> _Brief_
Copy the data below exactly, omitting any picture it contains.
### Records shown
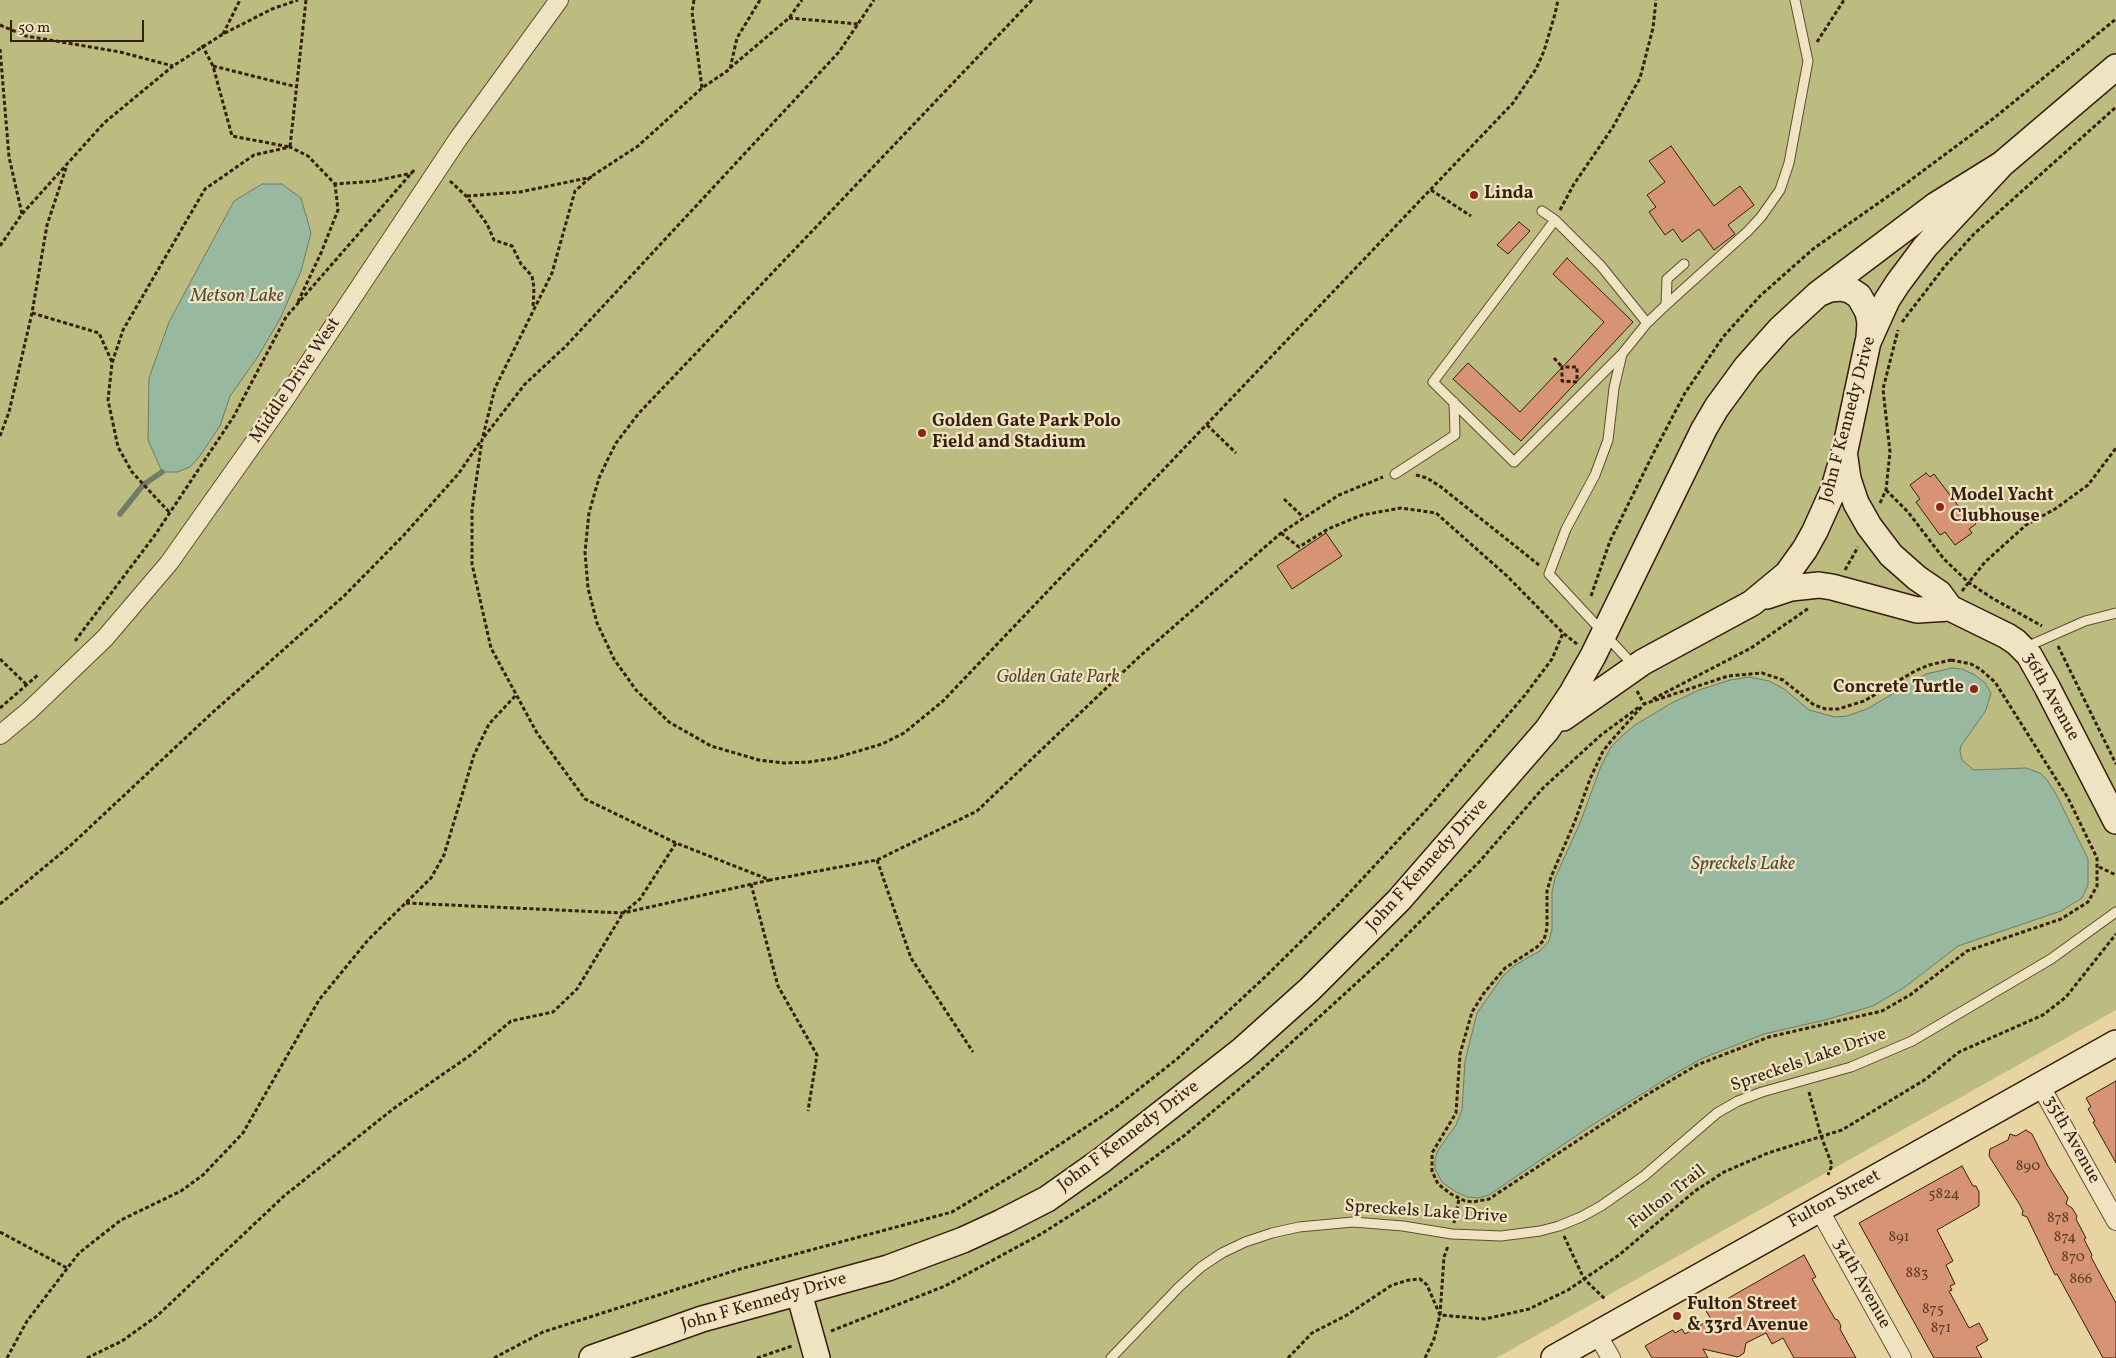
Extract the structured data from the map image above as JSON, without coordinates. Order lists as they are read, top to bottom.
{
  "streets": {
    "street": [
      "Middle Drive West",
      "John F Kennedy Drive",
      "36th Avenue",
      "35th Avenue",
      "Fulton Street",
      "34th Avenue"
    ],
    "lane": ["Spreckels Lake Drive"],
    "path": ["Fulton Trail"]
  },
  "crossings": [
    ["John F Kennedy Drive", "36th Avenue"],
    ["35th Avenue", "Fulton Street"],
    ["Fulton Street", "34th Avenue"]
  ],
  "water": ["Metson Lake", "Spreckels Lake"],
  "parks": ["Golden Gate Park"],
  "places": [
    "Linda",
    "Golden Gate Park Polo Field and Stadium",
    "Model Yacht Clubhouse",
    "Concrete Turtle",
    "Fulton Street & 33rd Avenue"
  ],
  "house_numbers": [
    "890",
    "5824",
    "878",
    "891",
    "874",
    "870",
    "883",
    "866",
    "875",
    "871"
  ],
  "scale_bar": "50 m"
}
######
> _Exercise result_
Extract the structured data from the map image above as JSON, without coordinates. Order lists as they are read, top to bottom.
{
  "streets": {
    "street": [
      "Middle Drive West",
      "John F Kennedy Drive",
      "36th Avenue",
      "35th Avenue",
      "Fulton Street",
      "34th Avenue"
    ],
    "lane": ["Spreckels Lake Drive"],
    "path": ["Fulton Trail"]
  },
  "crossings": [
    ["John F Kennedy Drive", "36th Avenue"],
    ["35th Avenue", "Fulton Street"],
    ["Fulton Street", "34th Avenue"]
  ],
  "water": ["Metson Lake", "Spreckels Lake"],
  "parks": ["Golden Gate Park"],
  "places": [
    "Linda",
    "Golden Gate Park Polo Field and Stadium",
    "Model Yacht Clubhouse",
    "Concrete Turtle",
    "Fulton Street & 33rd Avenue"
  ],
  "house_numbers": [
    "890",
    "5824",
    "878",
    "891",
    "874",
    "870",
    "883",
    "866",
    "875",
    "871"
  ],
  "scale_bar": "50 m"
}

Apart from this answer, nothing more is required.